- Facebook had another strong quarter.
- Estimates continue to skyrocket.
- Shares should hit another new high rather soon.
- This is the one social media name investors must own.
In early July, I wondered if new highs would be coming soon for social media giant Facebook (NASDAQ:FB). While analyst estimates were rising, Facebook had been very impressive in recent quarters, and another beat seemed likely. The valuation seemed fair, and Facebook is the one name in this space with tremendous profitability. Well, after the company's Q2 report we did see new highs, which I think can be topped rather soon. Today, I'll detail why Facebook should see another new high soon.
A few weeks ago, Facebook reported another strong quarter. The company reported $2.91 billion in revenues, just over 60% growth from the prior year period. Analysts were looking for $2.81 billion, so this was another solid beat for Facebook. On the bottom line, Facebook came in at $0.42 in non-GAAP EPS, which beat by a dime for the second straight quarter. In the last four quarters, Facebook has beaten analyst estimates by an average of about 30% on the bottom line.

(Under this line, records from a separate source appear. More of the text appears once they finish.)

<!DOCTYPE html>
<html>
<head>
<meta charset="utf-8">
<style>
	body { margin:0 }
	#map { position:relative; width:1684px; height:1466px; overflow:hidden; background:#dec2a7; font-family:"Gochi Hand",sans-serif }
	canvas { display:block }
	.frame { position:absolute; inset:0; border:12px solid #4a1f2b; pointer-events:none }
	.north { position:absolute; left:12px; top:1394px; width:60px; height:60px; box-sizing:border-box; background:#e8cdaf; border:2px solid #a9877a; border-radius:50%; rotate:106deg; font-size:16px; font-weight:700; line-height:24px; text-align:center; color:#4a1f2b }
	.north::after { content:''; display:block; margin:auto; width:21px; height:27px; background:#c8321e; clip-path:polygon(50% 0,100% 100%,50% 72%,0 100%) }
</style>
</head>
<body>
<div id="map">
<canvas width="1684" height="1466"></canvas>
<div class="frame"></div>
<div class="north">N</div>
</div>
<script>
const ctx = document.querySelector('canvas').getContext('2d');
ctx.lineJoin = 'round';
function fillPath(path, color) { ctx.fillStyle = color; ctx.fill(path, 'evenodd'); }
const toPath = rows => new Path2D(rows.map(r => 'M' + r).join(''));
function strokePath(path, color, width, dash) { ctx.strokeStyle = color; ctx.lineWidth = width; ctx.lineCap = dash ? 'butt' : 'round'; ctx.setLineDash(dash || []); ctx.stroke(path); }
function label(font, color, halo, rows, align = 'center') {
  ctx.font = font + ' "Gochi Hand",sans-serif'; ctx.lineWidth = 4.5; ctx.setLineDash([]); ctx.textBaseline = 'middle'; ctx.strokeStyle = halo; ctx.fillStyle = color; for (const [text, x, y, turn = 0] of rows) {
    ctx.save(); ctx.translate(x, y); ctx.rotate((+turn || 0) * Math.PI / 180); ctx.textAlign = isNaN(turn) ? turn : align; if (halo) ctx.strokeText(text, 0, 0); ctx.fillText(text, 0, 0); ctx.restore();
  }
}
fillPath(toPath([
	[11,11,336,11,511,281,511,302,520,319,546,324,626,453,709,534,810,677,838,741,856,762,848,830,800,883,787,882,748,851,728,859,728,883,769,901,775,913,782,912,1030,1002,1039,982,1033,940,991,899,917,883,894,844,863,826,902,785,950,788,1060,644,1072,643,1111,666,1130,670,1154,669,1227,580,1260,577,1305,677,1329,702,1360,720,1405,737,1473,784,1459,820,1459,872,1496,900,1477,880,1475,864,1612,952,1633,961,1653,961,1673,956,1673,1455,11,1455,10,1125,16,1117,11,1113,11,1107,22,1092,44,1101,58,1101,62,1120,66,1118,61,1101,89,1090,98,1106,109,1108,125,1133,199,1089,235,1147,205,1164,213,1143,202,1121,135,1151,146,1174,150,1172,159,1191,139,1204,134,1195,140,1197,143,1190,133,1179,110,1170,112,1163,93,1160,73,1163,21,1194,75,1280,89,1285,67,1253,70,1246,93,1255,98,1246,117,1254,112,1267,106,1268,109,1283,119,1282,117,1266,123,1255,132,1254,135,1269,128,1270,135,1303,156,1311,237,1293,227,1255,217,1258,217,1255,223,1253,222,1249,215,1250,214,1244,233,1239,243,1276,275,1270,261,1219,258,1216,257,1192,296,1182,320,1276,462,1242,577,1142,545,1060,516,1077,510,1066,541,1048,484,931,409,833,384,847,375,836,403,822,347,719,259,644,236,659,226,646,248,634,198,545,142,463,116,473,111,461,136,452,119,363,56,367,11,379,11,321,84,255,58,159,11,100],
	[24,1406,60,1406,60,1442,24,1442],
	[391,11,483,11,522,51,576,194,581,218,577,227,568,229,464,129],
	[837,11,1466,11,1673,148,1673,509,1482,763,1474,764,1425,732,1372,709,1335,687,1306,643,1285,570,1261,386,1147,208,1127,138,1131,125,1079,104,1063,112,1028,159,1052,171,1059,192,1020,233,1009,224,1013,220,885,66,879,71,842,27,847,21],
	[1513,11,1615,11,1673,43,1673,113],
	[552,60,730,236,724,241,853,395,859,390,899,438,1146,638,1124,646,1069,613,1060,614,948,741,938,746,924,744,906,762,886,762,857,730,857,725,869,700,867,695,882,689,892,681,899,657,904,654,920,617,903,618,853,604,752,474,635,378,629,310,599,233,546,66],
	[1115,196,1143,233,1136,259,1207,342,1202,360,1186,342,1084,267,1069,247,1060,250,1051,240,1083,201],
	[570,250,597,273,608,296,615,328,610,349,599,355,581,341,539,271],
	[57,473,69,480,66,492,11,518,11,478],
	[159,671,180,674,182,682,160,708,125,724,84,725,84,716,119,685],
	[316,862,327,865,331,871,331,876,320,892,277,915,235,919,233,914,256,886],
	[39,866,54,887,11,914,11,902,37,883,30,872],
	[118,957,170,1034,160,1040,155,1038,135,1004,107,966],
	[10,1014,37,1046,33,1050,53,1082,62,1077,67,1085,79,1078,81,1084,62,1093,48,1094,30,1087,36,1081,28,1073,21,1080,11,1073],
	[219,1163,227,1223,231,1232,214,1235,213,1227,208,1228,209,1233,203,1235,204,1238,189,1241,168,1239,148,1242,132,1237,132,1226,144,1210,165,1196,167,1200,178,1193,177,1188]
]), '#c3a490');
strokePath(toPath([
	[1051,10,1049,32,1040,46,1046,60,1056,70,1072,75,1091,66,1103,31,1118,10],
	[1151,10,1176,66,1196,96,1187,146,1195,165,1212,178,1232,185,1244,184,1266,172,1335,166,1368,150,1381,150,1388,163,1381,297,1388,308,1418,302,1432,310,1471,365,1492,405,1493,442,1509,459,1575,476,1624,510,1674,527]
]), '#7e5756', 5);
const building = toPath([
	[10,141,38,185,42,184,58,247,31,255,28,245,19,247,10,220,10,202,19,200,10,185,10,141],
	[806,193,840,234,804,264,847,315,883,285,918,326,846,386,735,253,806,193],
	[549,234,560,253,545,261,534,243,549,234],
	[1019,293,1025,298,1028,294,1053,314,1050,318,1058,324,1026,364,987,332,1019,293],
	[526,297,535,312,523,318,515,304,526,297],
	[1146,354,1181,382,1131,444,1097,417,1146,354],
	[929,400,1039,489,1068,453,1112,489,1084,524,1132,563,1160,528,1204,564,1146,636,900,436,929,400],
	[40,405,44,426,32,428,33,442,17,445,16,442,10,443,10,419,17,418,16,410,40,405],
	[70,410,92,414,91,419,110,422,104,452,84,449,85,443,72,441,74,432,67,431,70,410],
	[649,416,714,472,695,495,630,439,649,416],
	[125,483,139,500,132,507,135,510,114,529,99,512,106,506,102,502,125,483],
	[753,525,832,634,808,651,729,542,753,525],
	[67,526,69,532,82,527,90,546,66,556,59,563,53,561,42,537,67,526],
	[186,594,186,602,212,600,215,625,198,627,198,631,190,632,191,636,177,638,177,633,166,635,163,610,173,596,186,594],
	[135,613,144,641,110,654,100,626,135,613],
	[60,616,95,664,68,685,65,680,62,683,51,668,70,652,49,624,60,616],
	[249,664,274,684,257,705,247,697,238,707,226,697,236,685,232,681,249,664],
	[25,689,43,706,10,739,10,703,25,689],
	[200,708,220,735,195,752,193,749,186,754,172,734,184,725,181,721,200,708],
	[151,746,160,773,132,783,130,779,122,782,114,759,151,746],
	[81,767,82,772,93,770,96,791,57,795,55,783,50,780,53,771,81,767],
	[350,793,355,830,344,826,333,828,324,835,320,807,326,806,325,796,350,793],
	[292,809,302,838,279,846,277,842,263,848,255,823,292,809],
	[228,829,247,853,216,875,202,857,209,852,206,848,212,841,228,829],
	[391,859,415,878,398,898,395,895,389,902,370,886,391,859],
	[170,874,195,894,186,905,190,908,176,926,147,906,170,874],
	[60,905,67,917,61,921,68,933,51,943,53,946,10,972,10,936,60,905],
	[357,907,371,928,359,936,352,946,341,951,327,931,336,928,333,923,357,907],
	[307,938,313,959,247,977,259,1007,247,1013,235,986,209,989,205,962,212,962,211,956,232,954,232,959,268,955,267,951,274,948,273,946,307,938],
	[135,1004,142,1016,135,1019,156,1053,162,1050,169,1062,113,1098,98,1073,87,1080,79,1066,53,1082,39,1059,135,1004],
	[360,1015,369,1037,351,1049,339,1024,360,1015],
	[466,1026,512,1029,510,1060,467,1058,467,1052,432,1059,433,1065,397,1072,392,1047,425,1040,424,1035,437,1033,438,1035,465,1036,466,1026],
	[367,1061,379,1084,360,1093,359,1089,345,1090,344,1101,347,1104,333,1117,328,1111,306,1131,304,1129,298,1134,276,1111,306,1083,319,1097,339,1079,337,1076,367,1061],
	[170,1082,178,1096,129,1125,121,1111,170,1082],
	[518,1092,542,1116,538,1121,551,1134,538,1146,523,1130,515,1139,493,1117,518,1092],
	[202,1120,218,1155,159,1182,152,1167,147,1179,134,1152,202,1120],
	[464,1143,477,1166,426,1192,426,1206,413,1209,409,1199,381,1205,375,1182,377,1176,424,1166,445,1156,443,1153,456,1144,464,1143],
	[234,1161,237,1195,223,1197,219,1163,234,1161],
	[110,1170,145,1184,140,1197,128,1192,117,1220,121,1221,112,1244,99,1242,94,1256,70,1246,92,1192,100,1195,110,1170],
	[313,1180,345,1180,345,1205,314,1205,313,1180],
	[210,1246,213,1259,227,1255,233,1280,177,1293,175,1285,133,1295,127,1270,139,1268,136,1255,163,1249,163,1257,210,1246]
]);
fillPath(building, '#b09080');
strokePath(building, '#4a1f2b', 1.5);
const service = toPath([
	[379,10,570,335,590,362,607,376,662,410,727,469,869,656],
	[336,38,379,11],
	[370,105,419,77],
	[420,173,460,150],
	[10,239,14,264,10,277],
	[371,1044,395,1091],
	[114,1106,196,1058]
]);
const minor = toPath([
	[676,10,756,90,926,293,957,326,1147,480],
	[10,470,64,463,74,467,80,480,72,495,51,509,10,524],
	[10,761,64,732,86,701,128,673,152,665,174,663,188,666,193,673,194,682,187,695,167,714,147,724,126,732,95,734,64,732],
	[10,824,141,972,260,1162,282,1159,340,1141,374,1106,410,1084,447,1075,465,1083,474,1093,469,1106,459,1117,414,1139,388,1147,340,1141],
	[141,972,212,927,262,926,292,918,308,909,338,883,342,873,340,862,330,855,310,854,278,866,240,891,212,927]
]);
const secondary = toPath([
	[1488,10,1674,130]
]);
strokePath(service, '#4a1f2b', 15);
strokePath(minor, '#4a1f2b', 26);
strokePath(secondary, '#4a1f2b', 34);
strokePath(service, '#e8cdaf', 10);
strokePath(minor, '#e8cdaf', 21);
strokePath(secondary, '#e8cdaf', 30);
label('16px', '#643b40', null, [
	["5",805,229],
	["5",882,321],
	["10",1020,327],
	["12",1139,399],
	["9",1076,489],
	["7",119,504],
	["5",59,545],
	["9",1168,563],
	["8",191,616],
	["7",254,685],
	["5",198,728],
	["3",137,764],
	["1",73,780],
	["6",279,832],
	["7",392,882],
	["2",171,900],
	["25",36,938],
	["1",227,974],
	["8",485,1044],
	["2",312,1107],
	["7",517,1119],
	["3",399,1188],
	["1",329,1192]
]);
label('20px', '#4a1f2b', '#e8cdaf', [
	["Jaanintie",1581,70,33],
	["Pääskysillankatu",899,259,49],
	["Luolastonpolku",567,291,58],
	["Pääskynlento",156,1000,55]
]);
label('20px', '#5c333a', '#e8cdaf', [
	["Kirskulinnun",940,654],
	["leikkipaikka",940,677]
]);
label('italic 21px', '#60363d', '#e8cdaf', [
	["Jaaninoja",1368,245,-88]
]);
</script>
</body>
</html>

Right now, Facebook is one of, if not the best, reporting companies in this market. As you can most likely guess, analyst estimates for 2014 are on the rise. The table below shows a history of these estimates.
Since May 2013, revenue estimates for 2014 are up by more than $3.8 billion or 45%. Non-GAAP EPS estimates have more than doubled, which is no small feat. Facebook had a non-GAAP profit of nearly $1.1 billion in Q2 2014, and a GAAP profit of nearly $800 million. Additionally, 2015 estimates have risen nicely, as you can see in the table below.
Since the end of January 2014, revenue estimates for 2015 are up by nearly $3 billion or nearly 22%, quite impressive given the short period of time. Non-GAAP EPS estimates are up by more than 50 cents, with analysts now looking for a 2015 non-GAAP profit of more than $5 billion. Even on a GAAP basis, Facebook is likely to have profits in the billions this year and next. A lot of the names in this space can't even get a GAAP profit right now.
Facebook continues to amaze, so investors need to stay in this name and buy on pullbacks. Even though analyst estimates continue to skyrocket, the company still beats by large margins. The company may end up doing close to $20 billion in revenues next year, along with a non-GAAP profit that could top $5 billion. The average analyst price target is about $86, and I think that's a fair value for shares at this point. That represents 17% upside from Monday's close, and it should just be a matter of time before Facebook shares hit another new high.
Additional disclosure: Investors are always reminded that before making any investment, you should do your own proper due diligence on any name directly or indirectly mentioned in this article. Investors should also consider seeking advice from a broker or financial adviser before making any investment decisions. Any material in this article should be considered general information, and not relied on as a formal investment recommendation.